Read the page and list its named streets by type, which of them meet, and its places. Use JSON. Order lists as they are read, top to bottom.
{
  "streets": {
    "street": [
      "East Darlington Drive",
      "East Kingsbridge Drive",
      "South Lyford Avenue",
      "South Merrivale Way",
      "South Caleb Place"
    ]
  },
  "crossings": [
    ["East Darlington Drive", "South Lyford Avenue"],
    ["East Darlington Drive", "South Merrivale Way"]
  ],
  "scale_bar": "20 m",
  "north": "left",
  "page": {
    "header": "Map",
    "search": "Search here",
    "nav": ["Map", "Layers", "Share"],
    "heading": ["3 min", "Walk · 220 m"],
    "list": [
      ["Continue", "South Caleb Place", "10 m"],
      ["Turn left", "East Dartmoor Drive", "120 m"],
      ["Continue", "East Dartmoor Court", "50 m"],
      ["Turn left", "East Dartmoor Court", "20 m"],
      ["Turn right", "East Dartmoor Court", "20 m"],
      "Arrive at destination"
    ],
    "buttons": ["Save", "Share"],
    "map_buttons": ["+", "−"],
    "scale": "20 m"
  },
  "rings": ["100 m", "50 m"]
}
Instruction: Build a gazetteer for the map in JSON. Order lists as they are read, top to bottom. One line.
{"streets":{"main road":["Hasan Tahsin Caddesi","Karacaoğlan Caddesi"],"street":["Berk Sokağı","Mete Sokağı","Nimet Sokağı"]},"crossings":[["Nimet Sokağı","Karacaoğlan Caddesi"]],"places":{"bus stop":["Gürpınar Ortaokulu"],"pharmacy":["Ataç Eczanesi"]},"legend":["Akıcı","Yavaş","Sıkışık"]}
____
In full and verbatim, transcribe the data.

Read the page and list its named streets by type, which of them meet, and its places. Use JSON. Order lists as they are read, top to bottom.
{
  "streets": {
    "street": [
      "East Darlington Drive",
      "East Kingsbridge Drive",
      "South Lyford Avenue",
      "South Merrivale Way",
      "South Caleb Place"
    ]
  },
  "crossings": [
    ["East Darlington Drive", "South Lyford Avenue"],
    ["East Darlington Drive", "South Merrivale Way"]
  ],
  "scale_bar": "20 m",
  "north": "left",
  "page": {
    "header": "Map",
    "search": "Search here",
    "nav": ["Map", "Layers", "Share"],
    "heading": ["3 min", "Walk · 220 m"],
    "list": [
      ["Continue", "South Caleb Place", "10 m"],
      ["Turn left", "East Dartmoor Drive", "120 m"],
      ["Continue", "East Dartmoor Court", "50 m"],
      ["Turn left", "East Dartmoor Court", "20 m"],
      ["Turn right", "East Dartmoor Court", "20 m"],
      "Arrive at destination"
    ],
    "buttons": ["Save", "Share"],
    "map_buttons": ["+", "−"],
    "scale": "20 m"
  },
  "rings": ["100 m", "50 m"]
}
Instruction: Build a gazetteer for the map in JSON. Order lists as they are read, top to bottom. One line.
{"streets":{"main road":["Hasan Tahsin Caddesi","Karacaoğlan Caddesi"],"street":["Berk Sokağı","Mete Sokağı","Nimet Sokağı"]},"crossings":[["Nimet Sokağı","Karacaoğlan Caddesi"]],"places":{"bus stop":["Gürpınar Ortaokulu"],"pharmacy":["Ataç Eczanesi"]},"legend":["Akıcı","Yavaş","Sıkışık"]}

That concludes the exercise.